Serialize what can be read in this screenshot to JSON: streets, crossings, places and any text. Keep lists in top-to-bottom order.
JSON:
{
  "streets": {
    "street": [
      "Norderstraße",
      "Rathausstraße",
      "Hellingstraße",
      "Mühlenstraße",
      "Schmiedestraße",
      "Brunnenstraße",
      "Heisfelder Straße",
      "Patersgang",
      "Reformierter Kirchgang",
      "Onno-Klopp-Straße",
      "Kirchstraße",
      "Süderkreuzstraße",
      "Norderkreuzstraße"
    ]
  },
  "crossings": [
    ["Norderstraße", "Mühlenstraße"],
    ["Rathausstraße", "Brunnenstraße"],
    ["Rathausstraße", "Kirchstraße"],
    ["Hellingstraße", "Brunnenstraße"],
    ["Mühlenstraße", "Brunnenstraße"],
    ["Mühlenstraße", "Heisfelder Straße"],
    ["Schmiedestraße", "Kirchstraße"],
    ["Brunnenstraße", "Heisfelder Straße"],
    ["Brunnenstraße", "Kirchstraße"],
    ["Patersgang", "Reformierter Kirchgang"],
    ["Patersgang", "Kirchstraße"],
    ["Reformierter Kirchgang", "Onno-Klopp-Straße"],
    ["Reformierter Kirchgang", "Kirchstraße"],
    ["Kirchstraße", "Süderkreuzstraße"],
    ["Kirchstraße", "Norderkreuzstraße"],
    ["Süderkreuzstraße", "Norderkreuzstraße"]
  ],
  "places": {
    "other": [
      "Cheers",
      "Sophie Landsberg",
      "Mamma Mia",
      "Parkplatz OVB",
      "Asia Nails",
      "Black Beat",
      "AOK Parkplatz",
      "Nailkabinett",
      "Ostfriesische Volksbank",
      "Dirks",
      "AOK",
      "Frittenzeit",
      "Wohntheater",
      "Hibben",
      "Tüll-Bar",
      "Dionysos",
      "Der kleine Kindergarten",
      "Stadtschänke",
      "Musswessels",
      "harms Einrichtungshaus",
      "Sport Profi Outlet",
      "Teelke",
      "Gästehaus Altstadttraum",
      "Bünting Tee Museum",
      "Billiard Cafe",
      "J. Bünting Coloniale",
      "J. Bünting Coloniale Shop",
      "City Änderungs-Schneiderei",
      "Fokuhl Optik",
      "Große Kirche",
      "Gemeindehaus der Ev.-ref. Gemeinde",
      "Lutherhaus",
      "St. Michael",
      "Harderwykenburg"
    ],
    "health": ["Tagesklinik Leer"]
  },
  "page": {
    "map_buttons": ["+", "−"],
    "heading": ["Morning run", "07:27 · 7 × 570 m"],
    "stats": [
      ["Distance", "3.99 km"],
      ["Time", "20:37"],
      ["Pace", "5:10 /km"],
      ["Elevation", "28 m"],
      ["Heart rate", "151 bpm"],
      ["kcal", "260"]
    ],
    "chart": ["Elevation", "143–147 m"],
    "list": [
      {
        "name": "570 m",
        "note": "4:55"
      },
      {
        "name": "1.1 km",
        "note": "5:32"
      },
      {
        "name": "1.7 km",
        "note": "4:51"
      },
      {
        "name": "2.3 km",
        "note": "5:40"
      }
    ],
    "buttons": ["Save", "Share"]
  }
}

######

** Directions for this task **
Reproduce the data shown above in its entirety, keeping each word as it is.

** The answer **
Serialize what can be read in this screenshot to JSON: streets, crossings, places and any text. Keep lists in top-to-bottom order.
JSON:
{
  "streets": {
    "street": [
      "Norderstraße",
      "Rathausstraße",
      "Hellingstraße",
      "Mühlenstraße",
      "Schmiedestraße",
      "Brunnenstraße",
      "Heisfelder Straße",
      "Patersgang",
      "Reformierter Kirchgang",
      "Onno-Klopp-Straße",
      "Kirchstraße",
      "Süderkreuzstraße",
      "Norderkreuzstraße"
    ]
  },
  "crossings": [
    ["Norderstraße", "Mühlenstraße"],
    ["Rathausstraße", "Brunnenstraße"],
    ["Rathausstraße", "Kirchstraße"],
    ["Hellingstraße", "Brunnenstraße"],
    ["Mühlenstraße", "Brunnenstraße"],
    ["Mühlenstraße", "Heisfelder Straße"],
    ["Schmiedestraße", "Kirchstraße"],
    ["Brunnenstraße", "Heisfelder Straße"],
    ["Brunnenstraße", "Kirchstraße"],
    ["Patersgang", "Reformierter Kirchgang"],
    ["Patersgang", "Kirchstraße"],
    ["Reformierter Kirchgang", "Onno-Klopp-Straße"],
    ["Reformierter Kirchgang", "Kirchstraße"],
    ["Kirchstraße", "Süderkreuzstraße"],
    ["Kirchstraße", "Norderkreuzstraße"],
    ["Süderkreuzstraße", "Norderkreuzstraße"]
  ],
  "places": {
    "other": [
      "Cheers",
      "Sophie Landsberg",
      "Mamma Mia",
      "Parkplatz OVB",
      "Asia Nails",
      "Black Beat",
      "AOK Parkplatz",
      "Nailkabinett",
      "Ostfriesische Volksbank",
      "Dirks",
      "AOK",
      "Frittenzeit",
      "Wohntheater",
      "Hibben",
      "Tüll-Bar",
      "Dionysos",
      "Der kleine Kindergarten",
      "Stadtschänke",
      "Musswessels",
      "harms Einrichtungshaus",
      "Sport Profi Outlet",
      "Teelke",
      "Gästehaus Altstadttraum",
      "Bünting Tee Museum",
      "Billiard Cafe",
      "J. Bünting Coloniale",
      "J. Bünting Coloniale Shop",
      "City Änderungs-Schneiderei",
      "Fokuhl Optik",
      "Große Kirche",
      "Gemeindehaus der Ev.-ref. Gemeinde",
      "Lutherhaus",
      "St. Michael",
      "Harderwykenburg"
    ],
    "health": ["Tagesklinik Leer"]
  },
  "page": {
    "map_buttons": ["+", "−"],
    "heading": ["Morning run", "07:27 · 7 × 570 m"],
    "stats": [
      ["Distance", "3.99 km"],
      ["Time", "20:37"],
      ["Pace", "5:10 /km"],
      ["Elevation", "28 m"],
      ["Heart rate", "151 bpm"],
      ["kcal", "260"]
    ],
    "chart": ["Elevation", "143–147 m"],
    "list": [
      {
        "name": "570 m",
        "note": "4:55"
      },
      {
        "name": "1.1 km",
        "note": "5:32"
      },
      {
        "name": "1.7 km",
        "note": "4:51"
      },
      {
        "name": "2.3 km",
        "note": "5:40"
      }
    ],
    "buttons": ["Save", "Share"]
  }
}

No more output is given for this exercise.